What does it take to help entire neighborhoods to self-sufficiency? Most of the best answers to that question begin with a look at the life and work of John M. Perkins. Perkins, born in 1930, founded ministries in both rural and urban areas of Mississippi, as well as urban Los Angeles. His work has included a dizzying variety of programs, including daycare, farm co-ops, health centers, adult education centers, low-income housing development, tutoring, job training, youth internships, and college scholarship programs, as well as vigorous evangelism and new church planting. Perkin’s approach at the time was revolutionary because he combined very traditional, evangelical Christian theology and ministry with a holistic vision for both ministry to the whole person and rebuilding entire poor communities.

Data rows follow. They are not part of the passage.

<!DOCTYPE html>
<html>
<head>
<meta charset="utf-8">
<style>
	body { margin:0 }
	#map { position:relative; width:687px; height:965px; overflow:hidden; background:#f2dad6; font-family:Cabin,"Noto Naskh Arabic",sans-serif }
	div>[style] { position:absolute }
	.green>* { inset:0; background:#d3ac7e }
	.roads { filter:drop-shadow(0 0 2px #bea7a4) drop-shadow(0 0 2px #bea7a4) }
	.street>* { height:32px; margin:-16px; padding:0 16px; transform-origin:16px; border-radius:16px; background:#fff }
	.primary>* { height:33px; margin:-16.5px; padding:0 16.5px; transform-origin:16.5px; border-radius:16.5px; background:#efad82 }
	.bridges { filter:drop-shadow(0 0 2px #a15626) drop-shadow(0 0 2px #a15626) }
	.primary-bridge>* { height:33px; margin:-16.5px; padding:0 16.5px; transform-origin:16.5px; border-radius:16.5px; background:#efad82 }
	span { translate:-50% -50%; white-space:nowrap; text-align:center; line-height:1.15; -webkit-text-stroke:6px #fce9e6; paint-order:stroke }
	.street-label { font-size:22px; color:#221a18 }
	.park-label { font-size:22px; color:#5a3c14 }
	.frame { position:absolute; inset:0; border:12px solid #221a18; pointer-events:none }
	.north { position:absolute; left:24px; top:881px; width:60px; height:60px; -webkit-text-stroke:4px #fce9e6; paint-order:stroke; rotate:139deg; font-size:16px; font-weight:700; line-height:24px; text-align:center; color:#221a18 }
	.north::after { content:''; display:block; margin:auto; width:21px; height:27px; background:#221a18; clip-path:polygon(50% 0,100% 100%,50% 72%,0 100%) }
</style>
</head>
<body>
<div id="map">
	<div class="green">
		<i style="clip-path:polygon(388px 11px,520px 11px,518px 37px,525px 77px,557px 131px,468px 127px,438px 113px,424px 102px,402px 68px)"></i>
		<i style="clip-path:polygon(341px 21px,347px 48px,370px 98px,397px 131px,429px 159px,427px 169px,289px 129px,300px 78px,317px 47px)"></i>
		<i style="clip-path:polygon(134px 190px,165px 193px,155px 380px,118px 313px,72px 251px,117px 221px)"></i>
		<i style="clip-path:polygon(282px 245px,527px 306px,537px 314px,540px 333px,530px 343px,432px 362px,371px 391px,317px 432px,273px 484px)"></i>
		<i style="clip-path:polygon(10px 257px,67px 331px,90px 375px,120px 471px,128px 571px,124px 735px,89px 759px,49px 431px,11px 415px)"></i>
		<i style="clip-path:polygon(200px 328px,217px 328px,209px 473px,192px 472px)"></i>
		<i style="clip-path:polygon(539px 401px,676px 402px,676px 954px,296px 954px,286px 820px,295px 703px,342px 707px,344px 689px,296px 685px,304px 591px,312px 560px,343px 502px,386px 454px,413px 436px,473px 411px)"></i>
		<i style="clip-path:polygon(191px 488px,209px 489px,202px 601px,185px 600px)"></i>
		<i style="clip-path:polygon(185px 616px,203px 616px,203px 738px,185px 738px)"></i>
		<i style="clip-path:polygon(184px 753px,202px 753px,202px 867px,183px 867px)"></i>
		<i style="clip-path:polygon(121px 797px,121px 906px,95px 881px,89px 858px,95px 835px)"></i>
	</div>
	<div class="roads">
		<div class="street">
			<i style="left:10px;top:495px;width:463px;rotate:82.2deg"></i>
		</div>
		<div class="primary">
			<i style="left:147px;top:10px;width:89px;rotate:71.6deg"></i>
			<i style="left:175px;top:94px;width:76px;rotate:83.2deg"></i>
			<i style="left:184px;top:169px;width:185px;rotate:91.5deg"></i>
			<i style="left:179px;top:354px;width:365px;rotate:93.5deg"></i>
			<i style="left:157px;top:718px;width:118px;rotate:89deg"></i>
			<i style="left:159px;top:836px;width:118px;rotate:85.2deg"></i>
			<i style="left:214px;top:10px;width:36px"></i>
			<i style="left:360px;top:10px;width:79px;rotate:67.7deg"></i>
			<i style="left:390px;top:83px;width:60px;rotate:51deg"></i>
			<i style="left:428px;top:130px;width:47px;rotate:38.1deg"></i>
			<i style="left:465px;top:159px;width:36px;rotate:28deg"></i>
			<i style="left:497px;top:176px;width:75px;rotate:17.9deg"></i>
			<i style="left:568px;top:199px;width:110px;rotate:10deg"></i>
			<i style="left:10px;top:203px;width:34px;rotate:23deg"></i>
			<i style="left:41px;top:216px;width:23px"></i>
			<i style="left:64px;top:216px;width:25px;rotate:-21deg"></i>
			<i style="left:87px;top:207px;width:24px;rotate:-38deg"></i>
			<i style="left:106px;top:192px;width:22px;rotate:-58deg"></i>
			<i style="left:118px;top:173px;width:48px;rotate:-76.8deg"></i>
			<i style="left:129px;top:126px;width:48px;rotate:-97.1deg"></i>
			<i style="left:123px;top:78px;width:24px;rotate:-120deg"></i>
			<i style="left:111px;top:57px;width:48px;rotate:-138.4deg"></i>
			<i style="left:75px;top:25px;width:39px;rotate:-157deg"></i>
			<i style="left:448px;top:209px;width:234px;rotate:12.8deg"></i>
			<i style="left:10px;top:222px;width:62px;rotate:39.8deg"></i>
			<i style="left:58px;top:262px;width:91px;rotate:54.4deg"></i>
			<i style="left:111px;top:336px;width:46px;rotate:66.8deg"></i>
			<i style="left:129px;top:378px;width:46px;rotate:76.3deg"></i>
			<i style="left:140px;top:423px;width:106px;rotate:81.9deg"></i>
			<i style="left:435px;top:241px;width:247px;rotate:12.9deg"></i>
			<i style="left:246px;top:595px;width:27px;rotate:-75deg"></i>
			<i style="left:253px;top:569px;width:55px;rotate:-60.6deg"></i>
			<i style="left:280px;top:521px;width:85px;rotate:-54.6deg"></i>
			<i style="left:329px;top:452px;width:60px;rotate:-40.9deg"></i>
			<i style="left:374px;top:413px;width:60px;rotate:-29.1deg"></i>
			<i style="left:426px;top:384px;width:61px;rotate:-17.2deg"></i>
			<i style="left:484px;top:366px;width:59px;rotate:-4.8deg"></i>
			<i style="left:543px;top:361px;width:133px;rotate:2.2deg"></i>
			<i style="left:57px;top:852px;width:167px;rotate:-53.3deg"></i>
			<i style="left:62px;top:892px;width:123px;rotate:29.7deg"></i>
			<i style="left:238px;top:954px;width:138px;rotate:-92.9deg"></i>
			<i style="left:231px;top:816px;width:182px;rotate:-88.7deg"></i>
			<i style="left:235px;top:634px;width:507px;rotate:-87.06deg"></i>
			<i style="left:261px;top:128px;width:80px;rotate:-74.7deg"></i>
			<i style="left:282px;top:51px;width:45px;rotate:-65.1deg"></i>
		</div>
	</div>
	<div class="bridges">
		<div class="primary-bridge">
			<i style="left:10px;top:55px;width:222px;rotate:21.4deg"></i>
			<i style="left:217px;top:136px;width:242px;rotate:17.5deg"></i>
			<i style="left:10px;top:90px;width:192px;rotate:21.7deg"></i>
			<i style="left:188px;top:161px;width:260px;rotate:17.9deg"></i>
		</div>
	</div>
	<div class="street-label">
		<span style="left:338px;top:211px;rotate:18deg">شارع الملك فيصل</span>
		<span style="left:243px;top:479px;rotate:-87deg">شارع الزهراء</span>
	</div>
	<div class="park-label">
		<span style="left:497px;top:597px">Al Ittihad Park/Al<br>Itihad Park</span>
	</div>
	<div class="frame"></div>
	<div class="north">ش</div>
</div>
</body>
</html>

Charles Marsh, professor at the University of Virginia, makes a strong case that Perkins and his movement have taken up and carried on Martin Luther King, Jr.’s vision for “the beloved community.” After King’s death, Marsh argues, the Civil Rights Movement lost its “unifying spiritual vision”—its belief that social reform could come through grassroots, local communities of faith. The movement came to rely completely on politics and government. But without denying the importance of public policies such as integration, equal employment opportunity, and welfare, “Perkins…concluded that government programs alone failed to address the deeper sources of hopelessness in black communities.” When Perkins tied social reform, economic development, and vigorous evangelism all together into a seamless whole, he confounded both the secularized liberal civil rights establishment and the conservative churches. Leaders of both sides did not know how to regard him, but many younger Christian leaders were inspired, and in 1989 they formed the Christian Community Development Association, which now includes hundreds of churches and local development corporations.
PRAYER:
This prayer was published by the Great Plains United Methodists Conference, a jurisdiction of the Methodist Church in the Kansas and Nebraska region.
Almighty God, you have created all people and all of creation. We give you thanks for this gift we’re invited to engage with hope, joy, and love as your disciples. Open our hearts and our eyes to see our communities as you would have us to see them. Help us to find the courage to sit and hear others when so often we want to be heard first. You are good and you are gracious, O God. Let us see all people as children of you, who created us all. It is in the name of Jesus Christ, we pray. Amen.
MUSIC MEDITATION:
In Christ Alone: Performed by BYU Vocal Point.
This song was a collaborative effort between British songwriters Stuart Townend and Keith Getty. It was written in 2002 with a theme of the implications of the life, death, and resurrection of Christ.